The Best Way to Predict Your Fertility

When you’re trying to get pregnant you really need to be trying to predict when you are at your most fertile in every month. Your fertility waxes and wanes, and the number of days in each menstrual cycle when you’re actually able to get pregnant are surprisingly few.

Today we’re looking at the ways you have available to track your fertility and find the right time to try and conceive in each month, to help you build the fertility kit you need to that gives you all the information for the perfect pregnancy.

Ovulation Predictor Kits

Otherwise known as OPKs these are very like pregnancy tests. OPKs test your urine for the hormones that drive ovulation, and when they detect a surge, they return a result telling you that you’re ovulating!

If you have a regular cycle and an average hormonal background, then they’re helpful tools that tell you when the best time is to get pregnant. Unfortunately if your hormones don’t fit the average profile that the test is calibrated for they become dramatically less useful.

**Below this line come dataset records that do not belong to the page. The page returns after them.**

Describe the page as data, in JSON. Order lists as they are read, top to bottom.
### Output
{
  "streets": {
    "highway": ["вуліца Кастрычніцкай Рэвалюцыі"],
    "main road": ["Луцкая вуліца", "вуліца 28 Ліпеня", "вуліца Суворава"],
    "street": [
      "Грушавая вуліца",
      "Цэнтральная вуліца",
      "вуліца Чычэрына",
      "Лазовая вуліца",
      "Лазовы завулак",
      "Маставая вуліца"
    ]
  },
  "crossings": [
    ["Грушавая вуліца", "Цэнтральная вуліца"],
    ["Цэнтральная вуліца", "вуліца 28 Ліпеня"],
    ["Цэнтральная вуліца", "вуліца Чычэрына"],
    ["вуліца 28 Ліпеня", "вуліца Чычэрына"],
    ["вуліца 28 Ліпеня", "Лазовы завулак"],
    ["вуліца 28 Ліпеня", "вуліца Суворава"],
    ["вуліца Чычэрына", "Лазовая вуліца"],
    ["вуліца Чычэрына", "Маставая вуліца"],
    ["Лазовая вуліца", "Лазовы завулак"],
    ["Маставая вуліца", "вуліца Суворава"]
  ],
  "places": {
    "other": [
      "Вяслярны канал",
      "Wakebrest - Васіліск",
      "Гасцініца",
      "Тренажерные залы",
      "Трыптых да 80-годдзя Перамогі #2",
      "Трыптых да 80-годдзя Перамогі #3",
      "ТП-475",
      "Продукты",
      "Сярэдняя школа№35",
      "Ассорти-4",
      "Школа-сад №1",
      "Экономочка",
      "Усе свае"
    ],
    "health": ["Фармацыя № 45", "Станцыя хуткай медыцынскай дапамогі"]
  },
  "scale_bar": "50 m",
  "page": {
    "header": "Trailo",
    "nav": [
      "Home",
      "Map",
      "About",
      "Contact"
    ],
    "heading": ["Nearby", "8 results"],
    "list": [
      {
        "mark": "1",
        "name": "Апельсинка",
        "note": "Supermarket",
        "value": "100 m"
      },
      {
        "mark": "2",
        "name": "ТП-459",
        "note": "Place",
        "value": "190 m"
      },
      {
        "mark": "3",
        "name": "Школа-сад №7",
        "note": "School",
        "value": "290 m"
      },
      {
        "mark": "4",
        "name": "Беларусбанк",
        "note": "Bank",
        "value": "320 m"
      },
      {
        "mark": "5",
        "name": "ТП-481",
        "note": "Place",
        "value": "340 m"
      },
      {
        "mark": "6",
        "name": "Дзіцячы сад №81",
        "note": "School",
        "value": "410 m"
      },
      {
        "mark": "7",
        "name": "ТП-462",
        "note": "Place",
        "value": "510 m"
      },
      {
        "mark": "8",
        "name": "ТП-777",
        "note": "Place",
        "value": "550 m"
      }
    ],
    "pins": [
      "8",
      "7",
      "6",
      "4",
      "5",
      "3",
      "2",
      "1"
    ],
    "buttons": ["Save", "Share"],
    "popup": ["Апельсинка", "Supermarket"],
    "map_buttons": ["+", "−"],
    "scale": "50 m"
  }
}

While some conditions like Polycystic Ovary Syndrome or Hyperthyroidism can affect your hormones and have a dramatic impact on your fertility, some women simply have naturally strong or weak levels of the relevant hormones. Their bodies work perfectly normally, and they ovulate regularly but their level of Lutenising Hormone (LH, that drives the reproductive cycle in important ways) is simply too low for the test to pick up. Another woman might have a very strong background LH level, meaning the test constantly reports false positives and cannot tell you when you’re actually ovulating!

Basal Body Temperature

A more accurate measure, that doesn’t rely on hormones, is measuring your BBT. This is the low temperature your core falls to during an extended rest, so charting it requires taking your temperature (vaginally for a more accurate result) every morning, as soon as you wake up.

Charting the results over weeks and months show a consistent pattern when you’re due to ovulate: a drop, followed by a three day rise. This happens down at the level of tenths of a degree, so it’s data that’s easily swamped by your body’s natural processes.

Luckily, apps and specialised thermometers that can report directly to the cloud make recording the data and making sense of it much easier! This is the most accurate way available for you to measure your fertility and get the best answer to the question ‘when am I most fertile?’